BoJ to leave policy unchanged
* Following the rate hike at the end of July, the BoJ’s policy announcement on Friday is widely expected to leave policy unchanged, with the overnight call rate at 0.25%. Given the recent positive signs in wages, with regular pay growth of close to 3%Y/Y arguably consistent with achieving the 2% inflation target over the medium term, Ueda is likely to leave the door open to a further rate hike at the October meeting. Indeed, Friday’s CPI release is expected to show that headline inflation rose to an 11-month high in August of 3.0%Y/Y. The BoJ’s preferred core CPI rate – excluding fresh foods and energy – is also forecast to edge back up to the 2%Y/Y target, albeit this will more than 2ppts below the recent peak. But the internationally comparable core rate – excluding all food and energy – might well be little changed from July’s 19-month low of 1.6%Y/Y.
The BoJ will also have to be mindful of developments in the FX market, with the yen having appreciated more than 15% against the dollar since early July through ¥140/$ earlier today and at risk of further appreciation if and when the Fed eases aggressively. In addition, a leading candidate in the LDP leadership election at the end of the month (Sanae Takaichi) has called for the BoJ to maintain easy policy, while there is a good chance that the victor in that contest will choose to call a snap general election in October or November. And should Donald Trump win and follow through on his proposals for significant new tariffs on all imports, the outcome of the US election would also have significant implications on the Japanese economic outlook. So, Ueda might ideally this week downplay the need to adjust rates again over the near term.
Data highlights
Tomorrow:
* US retail figures for August are expected to report a modest decline in sales (-0.2%M/M) in part reflecting weakness in vehicle sales last month. Excluding autos and gasoline, Daiwa America forecasts nominal sales to rise 0.3%M/M. Meanwhile, US industrial production is expected to report a modest bounce back (0.4%M/M) following the Hurricane-related drop in July. In the euro area, the ZEW investor survey is likely to tally the downbeat assessment in last week’s Sentix survey and decline in equity markets since the start of the month, signalling greater investor pessimism about the German economic outlook in particular.
Wednesday:
* In addition to the aforementioned UK CPI, updated estimates of euro area inflation are expected to confirm that the headline HICP rate fell 0.4pp to 2.2%Y/Y, the softest rate in more than three years.

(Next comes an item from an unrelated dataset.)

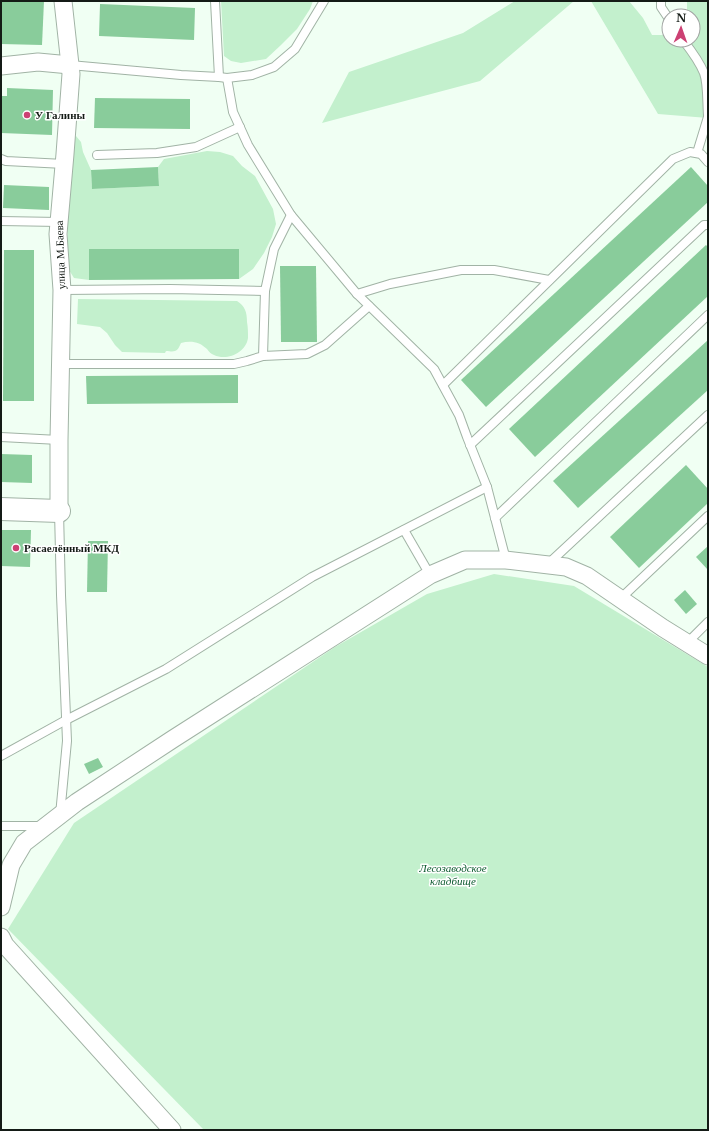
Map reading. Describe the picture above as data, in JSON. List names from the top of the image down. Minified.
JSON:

The flash release reported a more modest decline in the core rate (down 0.1ppt to 2.8%Y/Y), due to stickiness in services. The detail in this report will likely confirm that many of these price pressures were concentrated in the hospitality, tourism and transport-related subsectors that are subject to significant volatility and boosted by the Paris Olympics. Meanwhile, Japan’s goods trade report is expected to show the headline deficit widening in August as the increase in the value imports exceeded that of exports over the summer.
Friday:
* In addition to Japan’s CPI release, Friday will bring UK retail sales figures for August and September’s consumer confidence survey results. Following a modest rise in July (0.5%M/M), retail surveys point to a further increase in sales volumes last month as demand was boosted by an improvement in weather conditions and auto fuel sales likely benefitted from lower petrol prices. Expectations are for another rise of around ½%M/M, which would leave them trending so far in Q3 almost 1% above the Q2 average.